I like light-weight distros, but at the moment I rather use Morphix Light-GUI because it offers easy software installation via apt-get/Synaptic. However, if I needed to install Linux to a PC with slow dial-up connection, I might opt for Vector Linux. Keep up the good work and make Vector a distro that even clueless beginners like me can enjoy!

Re: Hurd
by dpi on Mon 3rd Nov 2003 18:29 UTC

"But it really looks a bit dead when one examines the ChangeLogs on their website (http://www.gnu.org/software/hurd/ )."

Perhaps it _looks_ like he's dead. But it actually isn't. Though a stable release won't come Anytime Soon (TM). There's still development on the Hurd. I know one developer who's busy with it. But he had to quit about 9 months ago and started again a while ago. Actually, one can ''beta test'' it by dloading an ISO ;)

2.6 compatible
by xmp on Mon 3rd Nov 2003 22:32 UTC

For Vector 4.0 I just had to add module-init-tools package from linuxpackages site.

tidbits
by xmp on Mon 3rd Nov 2003 22:47 UTC

On HURD: thought linux really shifted the emphasis away from this one, with GNU going with Debian.

On Installer: I had the same CD prob. Rather than using mount command, I just made boot floppies and installed that way. It found the CDrom fine. My CDrom is so old that Slack 9 iso, for instance, won't even boot on it.

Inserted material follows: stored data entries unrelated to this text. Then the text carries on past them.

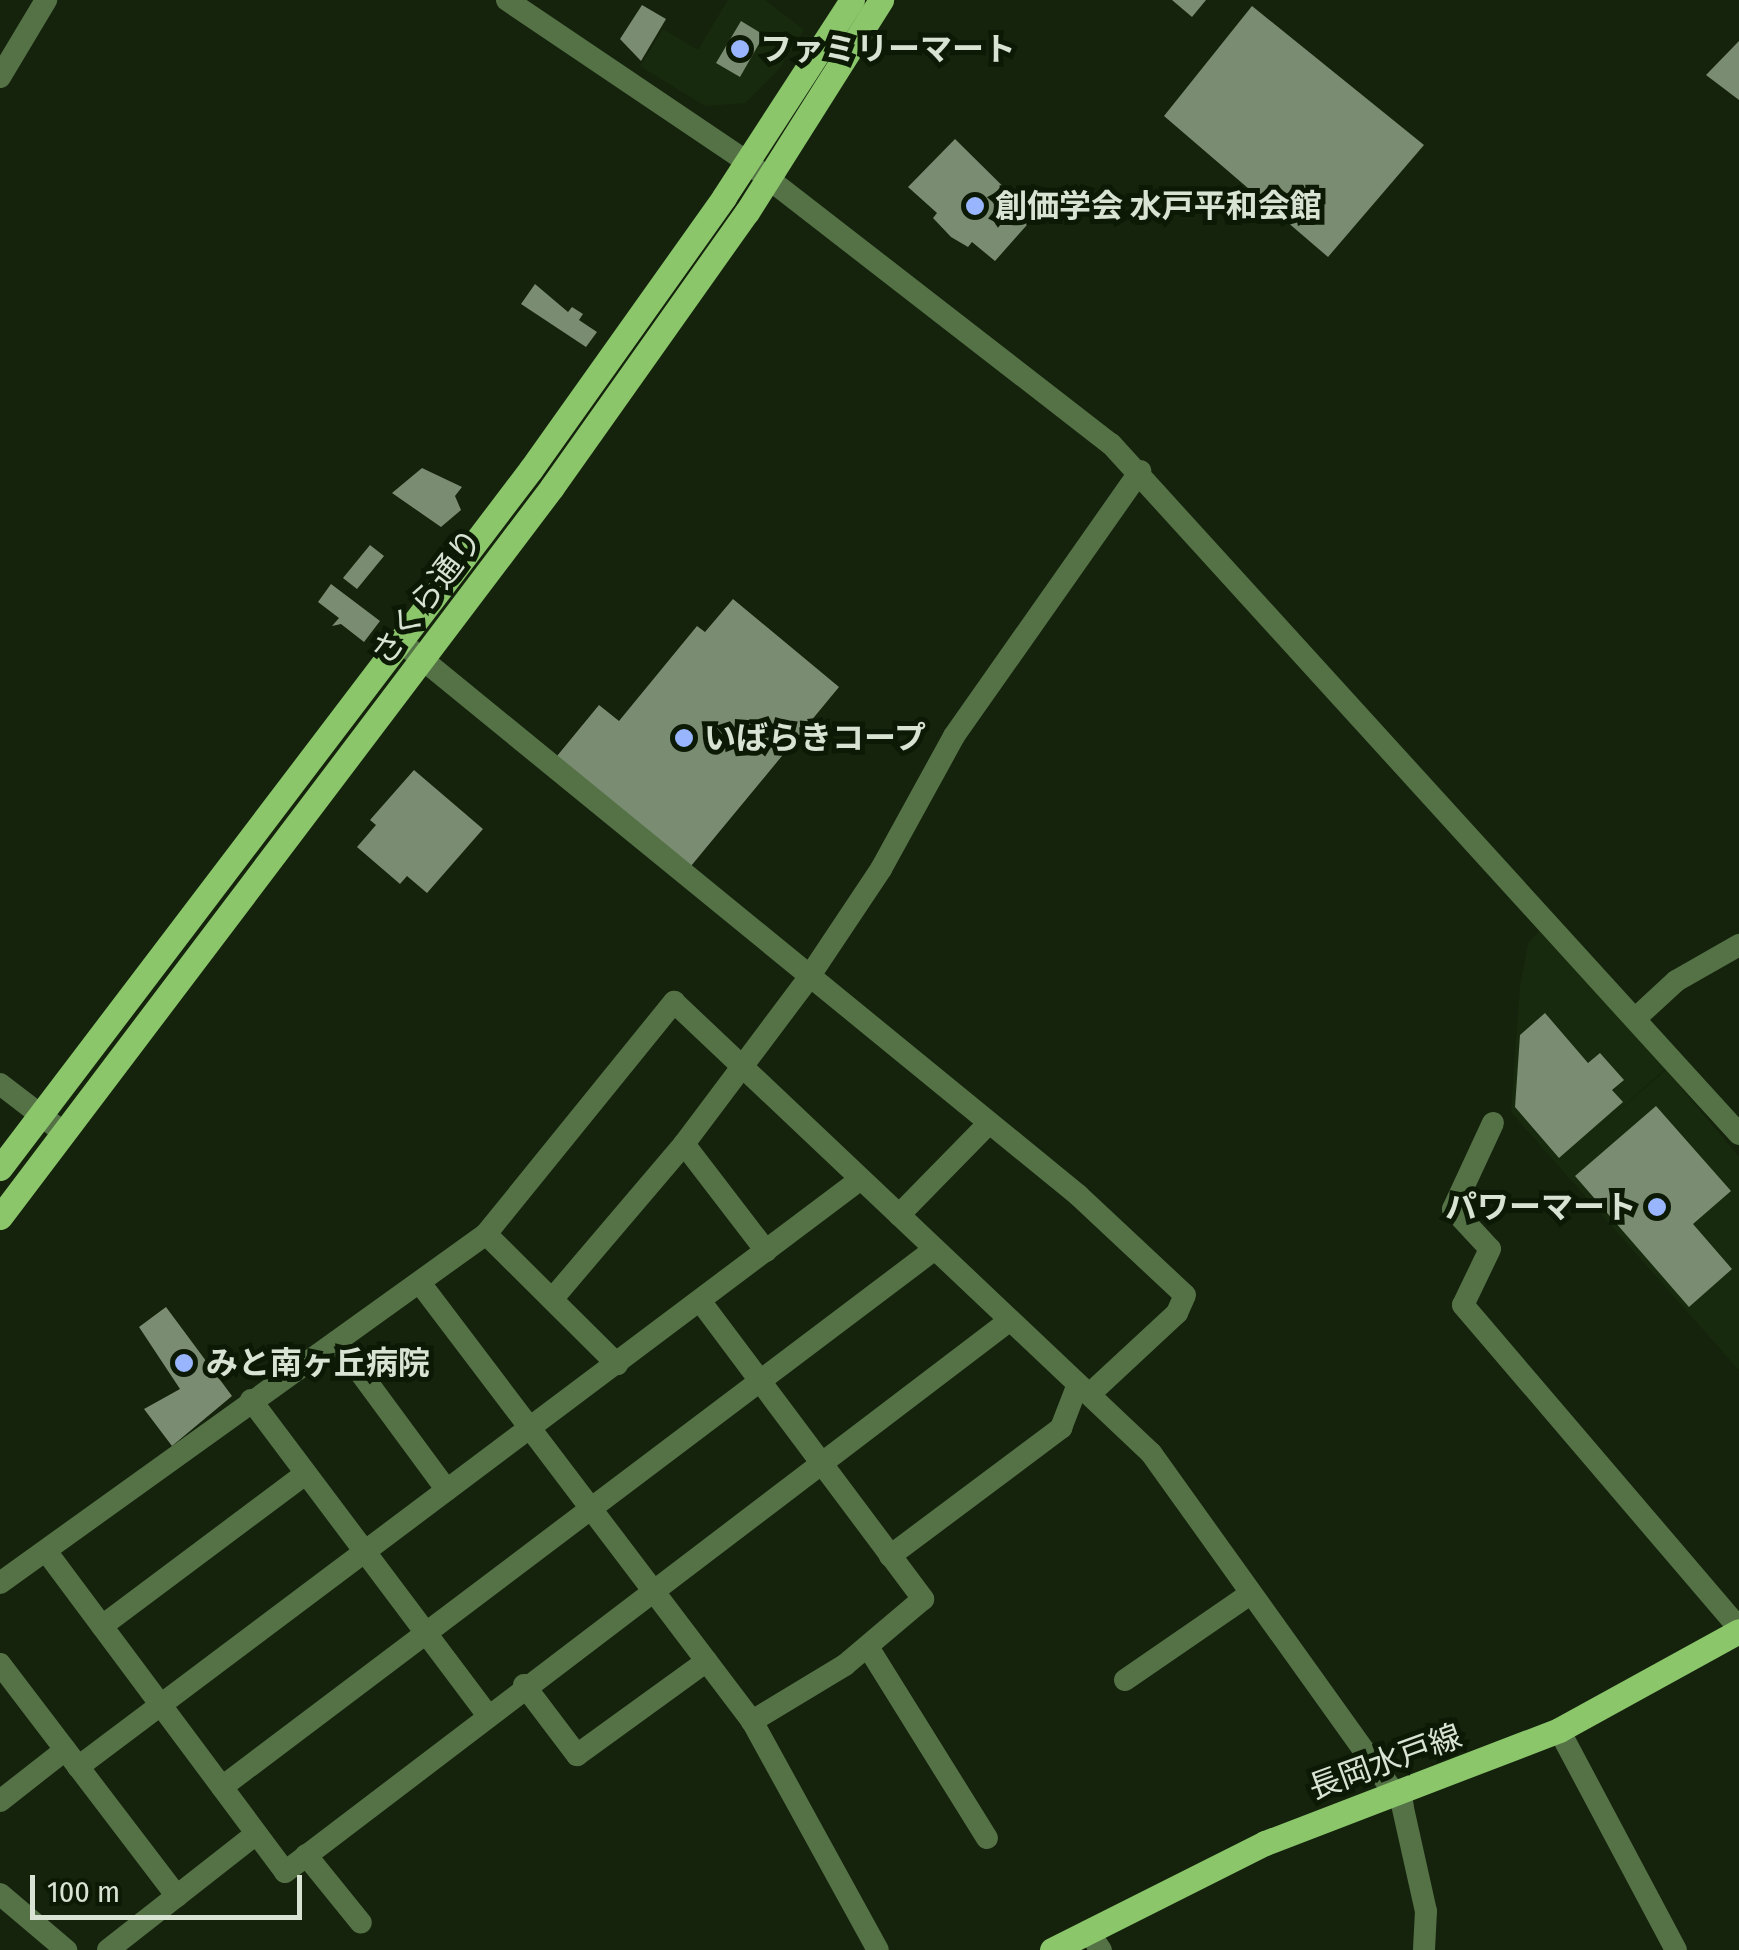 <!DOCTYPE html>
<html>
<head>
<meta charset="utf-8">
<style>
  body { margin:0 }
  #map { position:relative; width:1739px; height:1950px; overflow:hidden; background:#15230d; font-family:"Fira Sans Condensed","Noto Sans JP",sans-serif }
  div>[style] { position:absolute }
  .built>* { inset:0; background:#182a0d }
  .building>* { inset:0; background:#7a8c71 }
  .minor>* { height:22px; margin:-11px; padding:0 11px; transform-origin:11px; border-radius:11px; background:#557247 }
  .major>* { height:25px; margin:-12.5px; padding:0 12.5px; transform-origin:12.5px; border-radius:12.5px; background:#8bc66b }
  .dots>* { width:28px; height:28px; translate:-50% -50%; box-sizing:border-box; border:5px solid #0c1a05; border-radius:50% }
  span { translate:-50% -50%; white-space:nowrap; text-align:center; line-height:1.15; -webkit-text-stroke:10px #0c1a05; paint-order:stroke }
  .poi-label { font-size:32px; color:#d9e3d4; font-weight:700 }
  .left { translate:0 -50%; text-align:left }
  .right { translate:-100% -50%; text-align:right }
  .street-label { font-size:32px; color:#d9e3d4 }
  .scale { position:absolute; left:30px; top:1875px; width:272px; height:45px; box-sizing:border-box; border:5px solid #d9e3d4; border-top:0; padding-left:12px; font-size:30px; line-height:35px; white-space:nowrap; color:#d9e3d4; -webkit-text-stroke:8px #0c1a05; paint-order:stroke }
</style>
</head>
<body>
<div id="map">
  <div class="built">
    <div style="clip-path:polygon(728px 0,765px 0,804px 30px,779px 69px,745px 103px,705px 106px,640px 66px,663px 29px,698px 50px)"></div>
    <div style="clip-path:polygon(1539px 931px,1666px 1068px,1595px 1131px,1666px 1070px,1739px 1157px,1739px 1370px,1511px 1112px,1520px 987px,1528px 944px)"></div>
  </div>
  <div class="building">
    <div style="clip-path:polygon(1172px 0,1206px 0,1192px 17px)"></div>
    <div style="clip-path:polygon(642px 5px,666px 19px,641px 61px,620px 39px)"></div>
    <div style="clip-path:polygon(1252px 6px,1424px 145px,1328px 257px,1164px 116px)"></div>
    <div style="clip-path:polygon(741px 21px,764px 35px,740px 77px,716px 63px)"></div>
    <div style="clip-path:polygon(1739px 41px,1739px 100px,1706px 75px)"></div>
    <div style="clip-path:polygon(955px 139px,1034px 217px,995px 261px,972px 242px,968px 247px,951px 237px,933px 218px,937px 213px,908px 187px)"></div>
    <div style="clip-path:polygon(535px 284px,568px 312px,572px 307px,583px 314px,579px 320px,597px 332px,586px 347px,521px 304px)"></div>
    <div style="clip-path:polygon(422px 468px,462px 487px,455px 496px,461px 510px,441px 527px,392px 493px)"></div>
    <div style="clip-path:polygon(370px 545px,384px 556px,357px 589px,343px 578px)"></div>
    <div style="clip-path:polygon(331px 584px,380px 621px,364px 642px,341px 624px,332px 626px,339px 618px,318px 602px)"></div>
    <div style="clip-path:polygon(733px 599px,839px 687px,691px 866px,557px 756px,599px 705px,619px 721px,697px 626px,705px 632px)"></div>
    <div style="clip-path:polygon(414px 770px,483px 829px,427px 893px,407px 876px,400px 884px,357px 847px,376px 825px,370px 820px)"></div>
    <div style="clip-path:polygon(1545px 1013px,1588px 1063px,1600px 1053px,1624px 1080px,1612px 1090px,1623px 1102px,1559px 1158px,1515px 1107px,1520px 1035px)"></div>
    <div style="clip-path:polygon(1656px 1106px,1731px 1191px,1693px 1224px,1732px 1269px,1689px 1307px,1575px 1176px)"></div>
    <div style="clip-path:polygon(166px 1307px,232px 1396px,172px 1446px,144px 1409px,180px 1389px,139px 1327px)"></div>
  </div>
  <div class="minor">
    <div style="left:507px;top:0;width:290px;rotate:34deg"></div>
    <div style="left:747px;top:162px;width:460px;rotate:37.8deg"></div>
    <div style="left:1111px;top:444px;width:933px;rotate:47.69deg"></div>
    <div style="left:0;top:77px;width:90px;rotate:-59.1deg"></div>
    <div style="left:400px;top:641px;width:876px;rotate:39.25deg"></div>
    <div style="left:1078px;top:1195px;width:146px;rotate:43.1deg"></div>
    <div style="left:1185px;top:1295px;width:20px;rotate:114deg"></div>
    <div style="left:1177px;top:1313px;width:117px;rotate:137.1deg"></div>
    <div style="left:1637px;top:1017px;width:53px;rotate:-42.7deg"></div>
    <div style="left:1676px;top:981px;width:73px;rotate:-29.7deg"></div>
    <div style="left:0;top:1084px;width:81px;rotate:37.4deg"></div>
    <div style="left:1493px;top:1123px;width:95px;rotate:114.9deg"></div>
    <div style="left:1453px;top:1209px;width:54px;rotate:47.2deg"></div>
    <div style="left:1490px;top:1249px;width:62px;rotate:115.7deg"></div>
    <div style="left:1463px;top:1305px;width:425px;rotate:49.5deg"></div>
    <div style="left:684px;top:1144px;width:135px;rotate:52.5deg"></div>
    <div style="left:899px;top:1215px;width:127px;rotate:-45.6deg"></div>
    <div style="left:486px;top:1234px;width:185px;rotate:44.8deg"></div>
    <div style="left:420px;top:1283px;width:550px;rotate:52.84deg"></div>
    <div style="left:752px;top:1721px;width:261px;rotate:61.2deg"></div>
    <div style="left:554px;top:1297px;width:201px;rotate:-49.6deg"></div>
    <div style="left:684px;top:1144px;width:205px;rotate:-53.1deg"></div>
    <div style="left:807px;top:980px;width:133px;rotate:-56.3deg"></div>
    <div style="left:881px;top:869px;width:152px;rotate:-61.2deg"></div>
    <div style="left:954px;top:736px;width:324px;rotate:-54.9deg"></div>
    <div style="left:701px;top:1302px;width:371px;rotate:53.2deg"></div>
    <div style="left:923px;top:1599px;width:102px;rotate:139.8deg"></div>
    <div style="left:845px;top:1665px;width:109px;rotate:148.9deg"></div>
    <div style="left:337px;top:1341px;width:185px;rotate:53.6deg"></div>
    <div style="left:251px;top:1400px;width:391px;rotate:53.1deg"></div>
    <div style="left:46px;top:1551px;width:400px;rotate:53.3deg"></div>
    <div style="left:285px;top:1872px;width:911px;rotate:-37.28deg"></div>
    <div style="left:890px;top:1556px;width:214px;rotate:-36.8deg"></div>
    <div style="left:1061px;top:1428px;width:47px;rotate:-68.9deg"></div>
    <div style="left:0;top:1583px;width:598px;rotate:-35.68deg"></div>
    <div style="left:486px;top:1234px;width:299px;rotate:-51deg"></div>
    <div style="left:674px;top:1002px;width:656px;rotate:43.4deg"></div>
    <div style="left:1151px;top:1453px;width:432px;rotate:54.4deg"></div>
    <div style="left:1402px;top:1804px;width:110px;rotate:77.4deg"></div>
    <div style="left:1426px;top:1911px;width:39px;rotate:93deg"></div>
    <div style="left:102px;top:1626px;width:254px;rotate:-36.8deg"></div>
    <div style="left:868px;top:1647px;width:225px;rotate:58.1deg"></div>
    <div style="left:0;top:1664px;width:292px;rotate:52.7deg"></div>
    <div style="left:1125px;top:1680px;width:148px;rotate:-34.5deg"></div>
    <div style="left:524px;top:1685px;width:88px;rotate:52.9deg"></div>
    <div style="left:577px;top:1755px;width:160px;rotate:-35.9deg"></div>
    <div style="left:1559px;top:1730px;width:249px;rotate:62deg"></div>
    <div style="left:78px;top:1767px;width:979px;rotate:-36.91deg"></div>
    <div style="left:222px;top:1787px;width:893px;rotate:-37.04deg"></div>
    <div style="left:0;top:1801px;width:83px;rotate:-38.1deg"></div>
    <div style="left:306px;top:1855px;width:87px;rotate:51deg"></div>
    <div style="left:0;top:1894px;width:87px;rotate:40.3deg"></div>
    <div style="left:1088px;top:1931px;width:23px;rotate:56deg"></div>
    <div style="left:108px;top:1950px;width:188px;rotate:-38.1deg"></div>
  </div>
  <div class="major">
    <div style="left:0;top:1168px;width:878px;rotate:-52.78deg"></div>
    <div style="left:531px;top:469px;width:334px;rotate:-54.6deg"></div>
    <div style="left:724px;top:197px;width:235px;rotate:-57deg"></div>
    <div style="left:0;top:1217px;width:915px;rotate:-52.9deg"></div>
    <div style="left:552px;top:487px;width:337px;rotate:-54.7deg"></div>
    <div style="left:747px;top:212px;width:251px;rotate:-57.7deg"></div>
    <div style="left:1052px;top:1950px;width:238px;rotate:-26.7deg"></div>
    <div style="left:1265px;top:1843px;width:315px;rotate:-21deg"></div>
    <div style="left:1559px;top:1730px;width:205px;rotate:-28.8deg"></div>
  </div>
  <div class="dots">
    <div style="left:740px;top:49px;background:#99b5fd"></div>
    <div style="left:975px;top:206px;background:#99b5fd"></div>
    <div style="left:684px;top:738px;background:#99b5fd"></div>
    <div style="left:1657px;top:1207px;background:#99b5fd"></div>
    <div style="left:184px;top:1363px;background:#99b5fd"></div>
  </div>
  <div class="poi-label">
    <span class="left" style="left:760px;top:49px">ファミリーマート</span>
    <span class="left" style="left:995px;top:206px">創価学会 水戸平和会館</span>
    <span class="left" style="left:704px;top:738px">いばらきコープ</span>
    <span class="right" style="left:1637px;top:1207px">パワーマート</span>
    <span class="left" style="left:206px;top:1363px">みと南ヶ丘病院</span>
  </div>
  <div class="street-label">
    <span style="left:427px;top:597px;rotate:-53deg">さくら通り</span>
    <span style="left:1385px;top:1762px;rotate:-20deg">長岡水戸線</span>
  </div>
  <div class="scale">100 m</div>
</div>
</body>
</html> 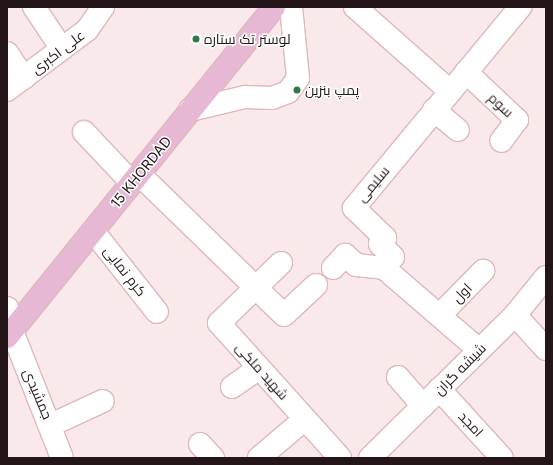 <!DOCTYPE html>
<meta charset="utf-8">
<style>
body{margin:0}
#map{position:relative;width:553px;height:465px;overflow:hidden;background:#f9e9ea;font-family:Inter,Cairo,sans-serif}
div>[style]{position:absolute}
.roads{filter:drop-shadow(1px 0 #dfb8bb) drop-shadow(-1px 0 #dfb8bb) drop-shadow(0 1px #dfb8bb) drop-shadow(0 -1px #dfb8bb)}
.minor>*{height:22px;margin:-11px;padding:0 11px;transform-origin:11px;border-radius:11px;background:#fff}
.major>*{height:22px;margin:-11px;padding:0 11px;transform-origin:11px;border-radius:11px;background:#e6b8d3}
.dots>*{width:11px;height:11px;translate:-50% -50%;box-sizing:border-box;border:2px solid #fff;border-radius:50%}
span{translate:-50% -50%;white-space:nowrap;text-align:center;line-height:1.15;-webkit-text-stroke:3px #fff;paint-order:stroke}
.poi-label{font-size:14px;color:#241618}
.left{translate:0 -50%;text-align:left}
.street-label{font-size:14px;color:#241618}
.frame{position:absolute;inset:0;border:8px solid #241618;pointer-events:none}
</style>
<div id="map">
<div class="roads">
<div class="minor">
<div style="left:34px;top:7px;width:50px;rotate:56.3deg"></div>
<div style="left:355px;top:7px;width:127px;rotate:41.5deg"></div>
<div style="left:7px;top:53px;width:30px;rotate:56deg"></div>
<div style="left:466px;top:72px;width:70px;rotate:43.3deg"></div>
<div style="left:517px;top:120px;width:26px;rotate:127deg"></div>
<div style="left:7px;top:90px;width:100px;rotate:-36.9deg"></div>
<div style="left:87px;top:30px;width:28px;rotate:-55deg"></div>
<div style="left:190px;top:110px;width:57px;rotate:-13.3deg"></div>
<div style="left:245px;top:97px;width:27px;rotate:2deg"></div>
<div style="left:272px;top:98px;width:17px;rotate:-21deg"></div>
<div style="left:288px;top:92px;width:17px;rotate:-54deg"></div>
<div style="left:298px;top:78px;width:71px;rotate:-95.6deg"></div>
<div style="left:434px;top:110px;width:31px;rotate:40deg"></div>
<div style="left:84px;top:132px;width:70px;rotate:46.7deg"></div>
<div style="left:139px;top:174px;width:202px;rotate:44.2deg"></div>
<div style="left:284px;top:315px;width:44px;rotate:-43.2deg"></div>
<div style="left:93px;top:231px;width:103px;rotate:51.7deg"></div>
<div style="left:281px;top:263px;width:86px;rotate:135.9deg"></div>
<div style="left:219px;top:323px;width:181px;rotate:48.1deg"></div>
<div style="left:333px;top:268px;width:18px;rotate:-47deg"></div>
<div style="left:345px;top:255px;width:15px;rotate:42deg"></div>
<div style="left:356px;top:265px;width:28px;rotate:6deg"></div>
<div style="left:384px;top:268px;width:14px;rotate:-51deg"></div>
<div style="left:393px;top:257px;width:18px;rotate:-135deg"></div>
<div style="left:380px;top:244px;width:8px;rotate:-50deg"></div>
<div style="left:385px;top:238px;width:43px;rotate:-135.9deg"></div>
<div style="left:354px;top:208px;width:261px;rotate:-50.4deg"></div>
<div style="left:384px;top:268px;width:125px;rotate:40.8deg"></div>
<div style="left:7px;top:308px;width:24px;rotate:78deg"></div>
<div style="left:12px;top:331px;width:136px;rotate:68.5deg"></div>
<div style="left:440px;top:315px;width:62px;rotate:-45.7deg"></div>
<div style="left:515px;top:315px;width:46px;rotate:47.6deg"></div>
<div style="left:398px;top:377px;width:38px;rotate:49deg"></div>
<div style="left:232px;top:387px;width:33px;rotate:-35deg"></div>
<div style="left:439px;top:389px;width:93px;rotate:47.6deg"></div>
<div style="left:51px;top:425px;width:57px;rotate:-24.8deg"></div>
<div style="left:200px;top:444px;width:19px;rotate:47deg"></div>
<div style="left:259px;top:458px;width:60px;rotate:-40.3deg"></div>
<div style="left:370px;top:458px;width:204px;rotate:-44.6deg"></div>
<div style="left:515px;top:315px;width:49px;rotate:-50.8deg"></div>
</div>
<div class="major">
<div style="left:7px;top:337px;width:424px;rotate:-51deg"></div>
</div>
</div>
<div class="dots">
<div style="left:196px;top:39px;background:#317945"></div>
<div style="left:297px;top:90px;background:#317945"></div>
</div>
<div class="poi-label">
<span class="left" style="left:204px;top:39px">لوستر تک ستاره</span>
<span class="left" style="left:305px;top:90px">پمپ بنزین</span>
</div>
<div class="street-label">
<span style="left:58px;top:52px;rotate:-37deg">علی اکبری</span>
<span style="left:501px;top:105px;rotate:43deg">سوم</span>
<span style="left:141px;top:172px;rotate:-51deg">15 KHORDAD</span>
<span style="left:373px;top:184px;rotate:-50deg">سلیمی</span>
<span style="left:125px;top:271px;rotate:52deg">کرم نمایی</span>
<span style="left:462px;top:293px;rotate:-46deg">اول</span>
<span style="left:460px;top:369px;rotate:-45deg">شیشه گران</span>
<span style="left:262px;top:371px;rotate:48deg">شهید ملکی</span>
<span style="left:38px;top:394px;rotate:67deg">جمشیدی</span>
<span style="left:471px;top:424px;rotate:47deg">امجد</span>
</div>
<div class="frame"></div>
</div>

On optimizations: the bsd style *nix and debian seem quick even though they don't use heavy optimizations like source-based. I will have to try the gcc -Os, didn't know it could be better than speed optimizations.

On VASM: I was able to change to GUI login screen with no probs. However, the WM select screen still appears even though I told VASM to use IceWM. This is a minor issue though, since tweaking .x files isn't too painful.